# 'Electrostatic field of a circuit' What does it mean?

I've recently gotten into electrodynamics, I've studied electrostatics & magnetostatics, so far I know these facts:

Electrostatic fields are produced by static charge configurations Magnetic fields are produced by moving charge configurations (currents)

Now there is something that I cannot understand, for example, a wire carrying current that is supposed to be neutral, but according to this statement: There is an electric field inside the wire, which I know there must be, to actually drive current through the wire, but the wire is neutral, meaning it is not charged, so where does that electric field come from? Does it come from the source (battery)? And is at an electrostatic one, or does it come from a somehow induced charge within the wire, it could be the battery and that would easily answer the question. But what about the electric field outside the wire? Is it also due to the battery?

There is an electric field inside the wire, which I know there must be, to actually drive current through the wire, but the wire is neutral, meaning it is not charged, so where does that electric field come from?

The electric field within the wire must be established by the addition of, and redistribution of electric charge on the surface of the conductor.

Note that it isn't quite right to assume that the wire is electrically neutral. Indeed, in an electric circuit, it is generally not the case.

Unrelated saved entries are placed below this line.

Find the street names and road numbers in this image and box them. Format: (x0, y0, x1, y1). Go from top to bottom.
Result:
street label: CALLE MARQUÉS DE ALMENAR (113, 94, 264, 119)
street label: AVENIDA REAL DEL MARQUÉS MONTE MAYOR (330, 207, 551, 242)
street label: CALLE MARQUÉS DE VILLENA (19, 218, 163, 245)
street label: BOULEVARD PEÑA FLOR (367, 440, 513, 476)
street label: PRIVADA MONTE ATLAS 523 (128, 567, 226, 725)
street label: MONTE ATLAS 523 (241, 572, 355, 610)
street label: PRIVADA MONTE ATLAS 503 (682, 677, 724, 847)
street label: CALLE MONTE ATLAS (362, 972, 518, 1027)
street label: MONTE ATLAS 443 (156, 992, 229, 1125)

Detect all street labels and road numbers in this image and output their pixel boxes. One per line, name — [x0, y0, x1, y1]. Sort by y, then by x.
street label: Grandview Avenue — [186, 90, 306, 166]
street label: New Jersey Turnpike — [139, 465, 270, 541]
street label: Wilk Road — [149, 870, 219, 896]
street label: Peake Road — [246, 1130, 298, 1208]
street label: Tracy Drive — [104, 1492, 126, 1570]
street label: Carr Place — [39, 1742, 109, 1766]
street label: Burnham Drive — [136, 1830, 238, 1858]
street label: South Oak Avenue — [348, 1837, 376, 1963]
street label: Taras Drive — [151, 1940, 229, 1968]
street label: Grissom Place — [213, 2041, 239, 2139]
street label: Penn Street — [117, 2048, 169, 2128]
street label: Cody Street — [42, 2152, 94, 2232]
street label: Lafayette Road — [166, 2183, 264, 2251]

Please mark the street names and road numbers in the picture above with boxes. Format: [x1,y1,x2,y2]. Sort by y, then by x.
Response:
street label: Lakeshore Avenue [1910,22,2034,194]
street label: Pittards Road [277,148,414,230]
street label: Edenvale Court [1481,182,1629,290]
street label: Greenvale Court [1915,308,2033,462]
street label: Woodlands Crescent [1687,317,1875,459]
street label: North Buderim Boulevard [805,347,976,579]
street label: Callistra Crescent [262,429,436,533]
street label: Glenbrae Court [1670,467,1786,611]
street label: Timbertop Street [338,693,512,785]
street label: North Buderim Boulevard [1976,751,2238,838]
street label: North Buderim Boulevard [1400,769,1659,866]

For example, consider the simple case of a battery connected to a resistor by two conductors (assume the resistance of the conductors can be neglected). The (electric) potential of the conductor connected to the positive terminal of the battery is higher than the potential of the conductor connected to the negative terminal. Clearly, at least one of the conductors has non-zero charge density.

Indeed, for there to be energy flow from the battery to the resistor, there must be an electric field from the more positive conductor to the more negative conductor. Associated with the flow of energy is a non-zero Poynting vector which requires both an electric and magnetic field in the space between the conductors: Yes, it is true that the current carrying while is neutral. This is because the net inflow of charge is exactly equal to the net outflow of charge (electrons in this case). But there is a very a subtle distinction between the origin of the electric field inside the wire and outside it.

You are correct in stating that the electric field inside the wire is created by the potential difference supplied by the battery. The electrons, in response to this field, move through the wire, producing a steady current.

But the electric field outside the conducting wire is not due the battery. It is due the electrons moving through the wire. Here's a link for more info on this: What are the fields produced around a current carrying conductor?

So to conclude - The electric field created (inside the wire) by the battery causes the electrons to move, and the moving electrons create another electric field (outside the wire) while moving up the potential difference.

Hope this helps!

• I don't believe this (accepted at this time) answer is correct. Consider, for example, the simple case of a cell connected to a resistor with two conductors - the conductors are not electrically neutral. Indeed, the two conductors form a capacitor that must by charged before equilibrium is established. – Alfred Centauri Aug 2 '19 at 13:09
• Also see, for example, Charge Density in a Current-Carrying Wire: "Discussions of the force on a charged particle outside a current-carrying wire often assume that the wire is electrically neutral. This problem explores how this assumption is not quite correct for resistive, current-carrying wires." – Alfred Centauri Aug 2 '19 at 13:32

Why do you assume the wire is exactly neutral? On surface of conductors there can be stable distribution of electric charge that is not zero everywhere. If there is constant electric field inside the wire at some point, the surface distribution of charges in neighbourhood of that point is such that it produces that field. The closer the charges are to that point, the greater their influence on electric field there.

The charge distribution on the surface of wires is maintained by the electric field of the battery.